(August 12, 2014 at 12:25 am)FallentoReason Wrote:(August 11, 2014 at 1:10 pm)Clueless Morgan Wrote: So, if you met a girl in class you wouldn't deliberately have to approach her or introduce yourself in order to initiate that connection? I think you do. Even if she's sitting right next to you, you still have to say something to her to establish a connection, even if it's "Did you catch which pages we're supposed to read for homework?" or "My copy of the syllabus is smudged, does that say the paper is due this Friday or next Friday?"
My point is that whether you happen to see a girl in a cafe and introduce yourself, or see a girl in class and introduce yourself, or see a girl at a gig and introduce yourself, you're still creating the circumstances for you to meet.
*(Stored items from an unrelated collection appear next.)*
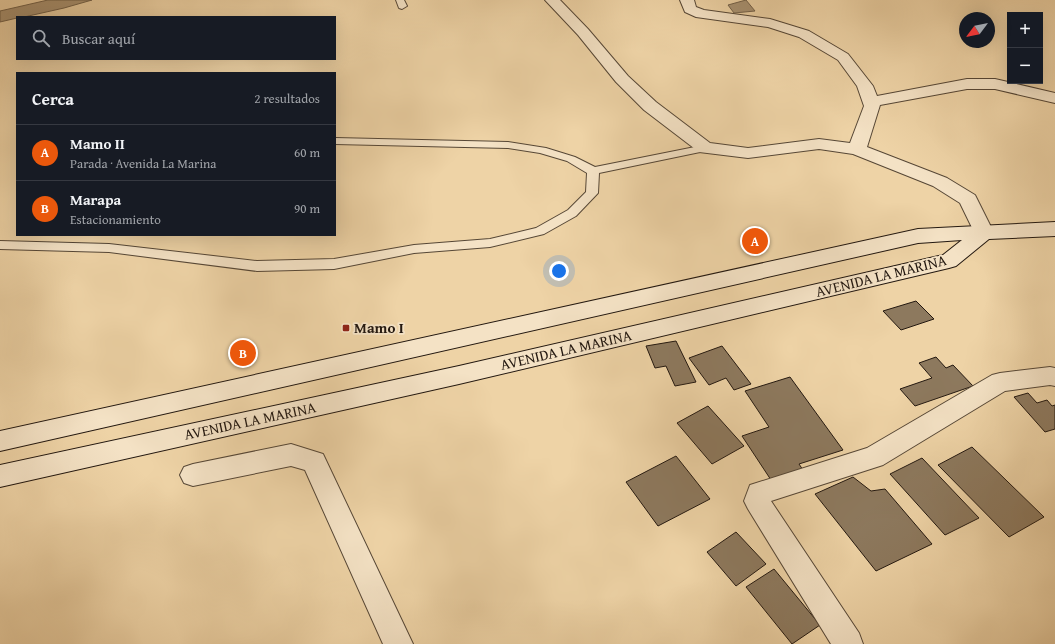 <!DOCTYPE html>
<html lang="es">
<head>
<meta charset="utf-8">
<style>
	:root { --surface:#171b24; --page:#20242c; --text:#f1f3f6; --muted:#9ea1a6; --line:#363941; --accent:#ea580c }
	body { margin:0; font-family:"Gentium Book Plus",serif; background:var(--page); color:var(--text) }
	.controls { position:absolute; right:12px; top:12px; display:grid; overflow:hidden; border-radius:0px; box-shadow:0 4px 16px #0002 }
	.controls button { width:36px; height:36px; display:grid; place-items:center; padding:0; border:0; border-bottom:1px solid var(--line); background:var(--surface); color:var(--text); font:20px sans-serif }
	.compass { position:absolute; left:959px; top:12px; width:36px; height:36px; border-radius:50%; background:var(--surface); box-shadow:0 4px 16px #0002; rotate:238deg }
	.you { position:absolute; left:559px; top:271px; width:14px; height:14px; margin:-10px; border:3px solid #fff; border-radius:50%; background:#1a73e8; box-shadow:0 0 0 6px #1a73e833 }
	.badge { display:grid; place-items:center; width:26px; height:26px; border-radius:50%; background:var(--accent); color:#fff; font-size:13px; font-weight:700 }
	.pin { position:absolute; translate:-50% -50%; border:2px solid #fff; box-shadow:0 1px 4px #0006 }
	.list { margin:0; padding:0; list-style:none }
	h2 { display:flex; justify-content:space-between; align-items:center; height:52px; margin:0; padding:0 16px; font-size:17px }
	h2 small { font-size:13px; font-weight:400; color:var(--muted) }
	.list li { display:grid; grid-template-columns:26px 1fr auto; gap:12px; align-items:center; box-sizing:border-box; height:56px; padding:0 16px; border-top:1px solid var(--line) }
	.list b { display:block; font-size:15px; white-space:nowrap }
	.list p { margin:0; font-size:13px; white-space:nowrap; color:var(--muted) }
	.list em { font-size:13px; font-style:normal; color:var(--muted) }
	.icon { flex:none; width:22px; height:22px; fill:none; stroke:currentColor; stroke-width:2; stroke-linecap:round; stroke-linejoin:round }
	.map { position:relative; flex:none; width:1055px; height:644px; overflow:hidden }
	.search { position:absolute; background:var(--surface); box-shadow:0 4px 16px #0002; left:16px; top:16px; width:320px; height:44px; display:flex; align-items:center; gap:10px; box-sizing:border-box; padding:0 14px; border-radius:0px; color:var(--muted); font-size:15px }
	.panel { position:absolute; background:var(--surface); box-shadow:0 4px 16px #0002; left:16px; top:72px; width:320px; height:164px; border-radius:0px }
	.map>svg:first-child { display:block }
</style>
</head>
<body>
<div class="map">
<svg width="1055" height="644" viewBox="0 0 1055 644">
	<rect width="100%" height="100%" fill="#eed3a6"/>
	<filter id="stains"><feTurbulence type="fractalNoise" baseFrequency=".005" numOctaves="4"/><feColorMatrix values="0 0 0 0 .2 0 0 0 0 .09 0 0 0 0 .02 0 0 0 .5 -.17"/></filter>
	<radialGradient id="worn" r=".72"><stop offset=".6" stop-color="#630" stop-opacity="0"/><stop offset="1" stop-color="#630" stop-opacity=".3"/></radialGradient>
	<g fill="#a99373" stroke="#73624b">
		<polygon points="48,0 92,0 64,8 24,17 17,17 17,18 0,22 0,11"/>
		<polygon points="746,0 755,11 734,13 728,5"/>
	</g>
	<g fill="#8d795e" stroke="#231810">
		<polygon points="916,301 934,319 901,330 883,311"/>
		<polygon points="676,341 696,382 675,386 666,366 655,368 646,346"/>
		<polygon points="722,346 751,384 734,390 726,378 709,385 689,358"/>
		<polygon points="936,357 946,368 953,365 973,386 915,406 900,389 932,378 919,363"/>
		<polygon points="790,377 843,450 799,464 803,470 771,480 742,436 769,427 745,391"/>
		<polygon points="1028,393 1037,403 1047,400 1052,406 1055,405 1055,429 1045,432 1014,397"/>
		<polygon points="708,406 744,446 712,464 677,423"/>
		<polygon points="972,447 1044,517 1009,537 938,465"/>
		<polygon points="676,456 710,499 658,526 626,482"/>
		<polygon points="922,458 979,518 945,535 890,474"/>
		<polygon points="853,477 871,491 885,489 932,544 876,571 815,494"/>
		<polygon points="736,532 766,564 736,586 707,552"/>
		<polygon points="774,569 820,625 792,644 746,587"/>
	</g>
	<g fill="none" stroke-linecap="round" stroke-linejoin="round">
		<g stroke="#564736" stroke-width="2">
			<g id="lane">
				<polygon points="396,0 404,0 407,6 402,9 399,8"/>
				<polygon points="335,138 508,142 546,148 575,157 595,167 705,145 709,146 711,148 709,150 705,151 599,173 598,193 576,216 544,234 490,247 414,253 334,269 257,271 109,252 0,249 0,241 109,244 257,261 334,259 414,245 490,239 536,228 568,210 586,192 587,173 567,161 540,153 508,148 335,144"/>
			</g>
		</g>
		<g stroke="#564736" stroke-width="2">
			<g id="street">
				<polygon points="545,0 560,0 588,29 628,76 656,102 710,143 748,148 819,139 850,143 864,106 857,86 838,60 799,37 768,27 696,17 685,12 680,0 694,0 696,7 704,10 770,19 809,31 848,54 873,86 877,96 967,79 995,79 1055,93 1055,103 995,89 967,89 880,105 867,147 947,178 975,195 994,233 991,238 984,240 977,238 960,203 933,186 853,154 819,149 748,158 699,152 644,110 616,82 578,35"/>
				<polygon points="1050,367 1055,368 1055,386 1050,385 1005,391 883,465 771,501 859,633 863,644 831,644 748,509 744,501 750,485 867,448 992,375 1000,373"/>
				<polygon points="291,444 323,454 413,644 383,644 305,470 291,466 193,486 184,483 180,475 184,467 193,464"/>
			</g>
		</g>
		<g stroke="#231810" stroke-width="2">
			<polygon id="secondary" points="1055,222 1055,236 989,239 956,266 949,268 459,384 0,487 0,465 459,366 943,255 962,240 918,243 0,451 0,431 918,229"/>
		</g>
		<use href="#lane" fill="#f4e2c5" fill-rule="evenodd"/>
		<use href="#street" fill="#f4e2c5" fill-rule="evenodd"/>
		<use href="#secondary" fill="#f4e2c5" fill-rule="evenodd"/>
	</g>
	<rect fill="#8f2418" stroke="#f4e2c5" stroke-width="1.5" x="342" y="324" width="8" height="8" rx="2"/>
	<g text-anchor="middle" stroke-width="3.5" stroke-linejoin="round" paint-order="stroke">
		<g font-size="15" fill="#231810" stroke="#f4e2c5">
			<text transform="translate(881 276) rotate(-14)" y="5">AVENIDA LA MARINA</text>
			<text transform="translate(566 350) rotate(-13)" y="5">AVENIDA LA MARINA</text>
			<text transform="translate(250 421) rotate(-12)" y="5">AVENIDA LA MARINA</text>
		</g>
		<g font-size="15" font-weight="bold" fill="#231810" stroke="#f4e2c5" text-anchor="start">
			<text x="354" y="333">Mamo I</text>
		</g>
	</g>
	<rect width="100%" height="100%" filter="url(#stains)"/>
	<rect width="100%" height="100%" fill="url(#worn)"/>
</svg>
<div class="controls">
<button>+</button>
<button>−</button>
</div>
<svg class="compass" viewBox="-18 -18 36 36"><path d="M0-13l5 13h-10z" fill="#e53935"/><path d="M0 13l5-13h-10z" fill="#9ea1a6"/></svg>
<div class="you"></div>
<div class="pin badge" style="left:755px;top:241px">A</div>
<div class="pin badge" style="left:243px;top:353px">B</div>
<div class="search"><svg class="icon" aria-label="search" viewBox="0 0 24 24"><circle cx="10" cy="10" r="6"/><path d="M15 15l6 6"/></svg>Buscar aquí</div>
<section class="panel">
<h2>Cerca<small>2 resultados</small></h2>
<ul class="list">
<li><span class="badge">A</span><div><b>Mamo II</b><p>Parada · Avenida La Marina</p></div><em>60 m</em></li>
<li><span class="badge">B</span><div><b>Marapa</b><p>Estacionamiento</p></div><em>90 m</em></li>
</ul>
</section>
</div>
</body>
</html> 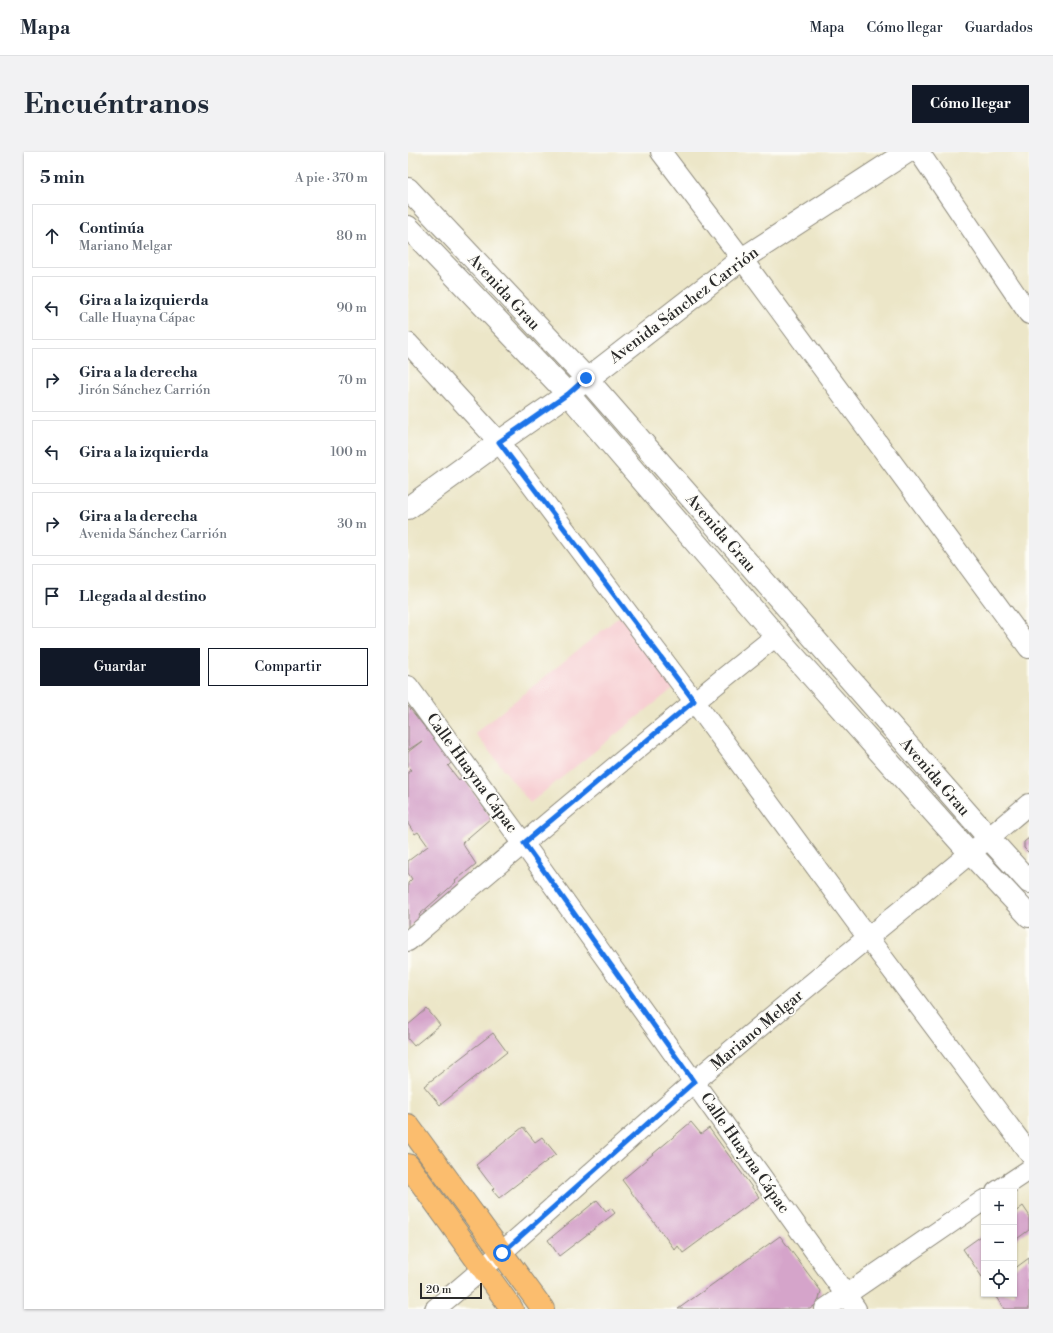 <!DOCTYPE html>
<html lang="es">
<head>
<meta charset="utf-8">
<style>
  body { margin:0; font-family:"Libre Bodoni",serif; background:#f2f2f3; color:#1f2937 }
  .controls { position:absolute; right:12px; bottom:12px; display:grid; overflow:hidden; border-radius:0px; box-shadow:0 1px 3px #0004 }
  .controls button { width:36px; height:36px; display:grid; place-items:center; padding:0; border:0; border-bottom:1px solid #e0e1e3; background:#fff; color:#1f2937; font:20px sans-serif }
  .scale { position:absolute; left:12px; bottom:10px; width:62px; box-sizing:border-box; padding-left:4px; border:2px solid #2b2b2b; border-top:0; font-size:11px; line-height:14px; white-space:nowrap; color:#2b2b2b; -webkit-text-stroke:3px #fdfcf7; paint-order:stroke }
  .stop { position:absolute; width:12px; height:12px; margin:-9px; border:3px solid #1a73e8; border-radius:50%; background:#fff }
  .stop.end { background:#1a73e8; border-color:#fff; box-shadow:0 1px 4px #0008 }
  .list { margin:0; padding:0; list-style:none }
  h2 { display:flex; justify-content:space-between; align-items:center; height:52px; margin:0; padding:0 16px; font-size:17px }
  h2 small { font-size:13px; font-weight:400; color:#747a83 }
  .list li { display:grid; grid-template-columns:26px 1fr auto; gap:12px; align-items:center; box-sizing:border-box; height:64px; margin:0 8px 8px; padding:0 8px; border:1px solid #e0e1e3; border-radius:0px }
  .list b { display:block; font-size:15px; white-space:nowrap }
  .list p { margin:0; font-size:13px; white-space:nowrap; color:#747a83 }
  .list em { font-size:13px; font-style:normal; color:#747a83 }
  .actions { display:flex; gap:8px; padding:12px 16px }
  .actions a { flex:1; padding:9px 0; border:1px solid #111827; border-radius:0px; text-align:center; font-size:14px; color:#111827 }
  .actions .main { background:#111827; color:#fff }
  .icon { flex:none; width:22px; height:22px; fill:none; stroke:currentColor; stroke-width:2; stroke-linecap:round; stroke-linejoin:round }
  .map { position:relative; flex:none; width:621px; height:1157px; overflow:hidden; border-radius:0px }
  header { display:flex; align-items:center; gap:24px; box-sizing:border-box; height:56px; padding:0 20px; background:#fff; border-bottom:1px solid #e0e1e3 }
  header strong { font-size:19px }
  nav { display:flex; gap:22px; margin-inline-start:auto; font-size:14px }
  .intro { display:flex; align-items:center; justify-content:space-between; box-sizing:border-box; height:96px; padding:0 24px }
  h1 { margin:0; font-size:28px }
  .button { padding:10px 18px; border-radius:0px; background:#111827; color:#fff; font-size:14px; font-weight:700 }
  main { display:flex; gap:24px; padding:0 24px }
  aside { flex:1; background:#fff; border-radius:0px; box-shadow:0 1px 3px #0004 }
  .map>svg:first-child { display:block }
</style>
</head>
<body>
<header>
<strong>Mapa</strong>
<nav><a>Mapa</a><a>Cómo llegar</a><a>Guardados</a></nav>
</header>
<div class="intro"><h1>Encuéntranos</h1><a class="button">Cómo llegar</a></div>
<main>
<aside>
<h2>5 min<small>A pie · 370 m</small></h2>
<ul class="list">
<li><svg class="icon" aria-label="ahead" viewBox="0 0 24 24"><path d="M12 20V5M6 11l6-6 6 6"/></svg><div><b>Continúa</b><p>Mariano Melgar</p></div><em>80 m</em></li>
<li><svg class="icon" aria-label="left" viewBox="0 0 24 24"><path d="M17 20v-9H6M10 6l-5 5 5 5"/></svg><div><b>Gira a la izquierda</b><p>Calle Huayna Cápac</p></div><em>90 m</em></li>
<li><svg class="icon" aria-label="right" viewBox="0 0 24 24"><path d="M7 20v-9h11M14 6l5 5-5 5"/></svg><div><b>Gira a la derecha</b><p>Jirón Sánchez Carrión</p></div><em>70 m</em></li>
<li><svg class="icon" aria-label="left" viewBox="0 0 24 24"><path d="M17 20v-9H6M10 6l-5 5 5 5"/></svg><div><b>Gira a la izquierda</b></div><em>100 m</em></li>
<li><svg class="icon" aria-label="right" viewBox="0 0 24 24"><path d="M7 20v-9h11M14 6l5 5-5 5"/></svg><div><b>Gira a la derecha</b><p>Avenida Sánchez Carrión</p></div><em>30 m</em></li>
<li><svg class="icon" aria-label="arrive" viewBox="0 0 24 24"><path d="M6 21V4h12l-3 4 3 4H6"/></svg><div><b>Llegada al destino</b></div></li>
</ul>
<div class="actions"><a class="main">Guardar</a><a>Compartir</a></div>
</aside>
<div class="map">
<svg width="621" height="1157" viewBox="0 0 621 1157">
  <rect width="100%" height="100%" fill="#fdfcf7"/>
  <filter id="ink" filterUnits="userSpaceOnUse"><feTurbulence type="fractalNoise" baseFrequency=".025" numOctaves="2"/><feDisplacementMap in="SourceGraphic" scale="8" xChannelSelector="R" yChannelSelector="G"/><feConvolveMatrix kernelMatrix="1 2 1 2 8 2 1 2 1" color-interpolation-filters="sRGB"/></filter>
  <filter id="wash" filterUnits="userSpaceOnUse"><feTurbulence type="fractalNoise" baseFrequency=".012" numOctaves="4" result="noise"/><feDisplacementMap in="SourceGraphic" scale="16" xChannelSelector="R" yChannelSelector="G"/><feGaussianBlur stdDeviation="0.9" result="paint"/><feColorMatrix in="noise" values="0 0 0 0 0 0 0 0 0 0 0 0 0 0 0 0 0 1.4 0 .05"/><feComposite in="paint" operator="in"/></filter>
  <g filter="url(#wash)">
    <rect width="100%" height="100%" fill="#ece6c8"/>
    <path fill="#f7cfd3" d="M 212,464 L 267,535 L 122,651 L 67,581 Z"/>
    <g id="blocks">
      <g fill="#d5a4ca">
        <path d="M 0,554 L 44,610 L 40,614 L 51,628 L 55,625 L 83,666 L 54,691 L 68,712 L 47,729 L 48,730 L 11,763 L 13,766 L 0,776 L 0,731 L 4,727 L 0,721 L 0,709 L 20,694 L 10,680 L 7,682 L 0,672 L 0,620 L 3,618 L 0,615 L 0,600 L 14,589 L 0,598 Z"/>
        <path d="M 621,686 L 621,701 L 616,696 L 616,690 Z"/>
        <path d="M 19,857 L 32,873 L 6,894 L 0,887 L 0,873 Z"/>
        <path d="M 85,881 L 99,900 L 32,953 L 16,934 Z"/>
        <path d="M 283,970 L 293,982 L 301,976 L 351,1045 L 275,1101 L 270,1094 L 267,1098 L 214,1028 Z"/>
        <path d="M 115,975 L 127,990 L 134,985 L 148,1002 L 91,1046 L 84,1038 L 86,1036 L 80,1029 L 68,1013 Z"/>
        <path d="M 189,1048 L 198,1059 L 203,1056 L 207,1061 L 151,1104 L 140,1088 Z"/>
        <path d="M 615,1054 L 621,1063 L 621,1078 L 606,1089 L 606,1061 Z"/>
        <path d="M 576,1082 L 576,1128 L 555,1097 Z"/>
        <path d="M 372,1084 L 413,1139 L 410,1151 L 402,1157 L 270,1157 Z"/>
        <path d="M 621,1106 L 621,1157 L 596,1157 L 586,1142 L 606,1142 L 606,1117 Z"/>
      </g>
    </g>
  </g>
  <g filter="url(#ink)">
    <use href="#blocks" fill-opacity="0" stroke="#8c887a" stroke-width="1"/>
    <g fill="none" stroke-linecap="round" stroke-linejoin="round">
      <g stroke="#8c887a" stroke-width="22">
        <g id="minor">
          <path d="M 253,0 L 334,107 L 621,496"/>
          <path d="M 511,0 L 621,162"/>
          <path d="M 0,191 L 91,290 L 286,549 L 460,786 L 621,1001"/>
          <path d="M 0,534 L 115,691 L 448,1157"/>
          <path d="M 0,789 C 121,686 244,583 368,484"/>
          <path d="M 588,1040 L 621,1018"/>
          <path d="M 27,1157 C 116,1084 199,1005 286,930 C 396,836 510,746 621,652"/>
          <path d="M 417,1157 L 576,1048"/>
        </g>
      </g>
      <g stroke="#8c887a" stroke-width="24">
        <g id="tertiary">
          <path d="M 0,37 L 178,226 L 581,686 L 621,730"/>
          <path d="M 0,75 L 160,242 L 368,484 L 563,702 L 621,764"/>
          <path d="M 0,356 L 91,290 L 160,242 L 334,107 L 499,0"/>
        </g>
      </g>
      <g stroke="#8c887a" stroke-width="24">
        <g id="primary">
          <path d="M 0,973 L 135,1157"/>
          <path d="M 0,1013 L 104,1157"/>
        </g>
      </g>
      <use href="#minor" stroke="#fff" stroke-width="20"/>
      <use href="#tertiary" stroke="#fff" stroke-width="22"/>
      <use href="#primary" stroke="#fbbd6e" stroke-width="22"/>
    </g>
  </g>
  <g fill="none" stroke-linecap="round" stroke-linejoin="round" filter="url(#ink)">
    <path stroke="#1a73e8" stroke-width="5" d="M 94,1101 L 286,930 L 116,691 L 286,549 L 91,290 L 160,242 L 178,226"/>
  </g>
  <g text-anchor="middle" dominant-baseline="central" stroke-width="3.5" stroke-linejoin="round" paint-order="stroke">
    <g font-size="16" fill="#2b2b2b" stroke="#fdfcf7">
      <text transform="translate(96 140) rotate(47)">Avenida Grau</text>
      <text transform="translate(276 153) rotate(-37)">Avenida Sánchez Carrión</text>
      <text transform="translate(313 381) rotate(49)">Avenida Grau</text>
      <text transform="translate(64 621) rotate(54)">Calle Huayna Cápac</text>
      <text transform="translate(527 625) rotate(49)">Avenida Grau</text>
      <text transform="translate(349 878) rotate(-40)">Mariano Melgar</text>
      <text transform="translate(337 1001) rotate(55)">Calle Huayna Cápac</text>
    </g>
  </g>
</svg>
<div class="controls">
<button>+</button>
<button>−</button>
<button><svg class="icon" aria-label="locate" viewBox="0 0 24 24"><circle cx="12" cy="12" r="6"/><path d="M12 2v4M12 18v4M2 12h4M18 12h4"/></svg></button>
</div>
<div class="scale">20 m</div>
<div class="stop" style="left:94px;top:1101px"></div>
<div class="stop end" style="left:178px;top:226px"></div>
</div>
</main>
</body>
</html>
Sure, but I think in class it would feel more.. "acceptable".. to initiate a conversation, because you're bound to meet classmates eventually. It's one of the ways in which we make friends. But at a cafe, there isn't that expectation.
I think it's perfectly acceptable to talk to strangers when you're standing in line at a store or coffee shop or something. You might get a lot of "weird stranger, stop talking to me" looks, or polite smiles and then they look away, but you get people who respond to you, too. I have met some people that I consider to be pretty good friends I met at coffee shops and one of us just started chatting up the other. Granted, we're all "regulars" so it wasn't like we were best friends after one 40 second long conversation waiting for our coffees to be made.
It can also have a lot to do with personal proclivities and personality types. Some people are extremely introverted and wouldn't talk to classmates unless that classmate started the conversation (I was like this in my larger lecture classes in college - I didn't start to get to know my fellow classmates until I got into smaller classes of about 20-30 people). It's often up to the more extroverted or courageous person to initiate the conversation, and it sounds like you're willing to be that person.
Bottom line is, it doesn't matter whether it's in class or a bar or a coffee shop or where ever, someone has to take the initiative and start a conversation, make a connection, or it's not going to happen.
Teenaged X-Files obsession + Bermuda Triangle episode + Self-led school research project = Atheist.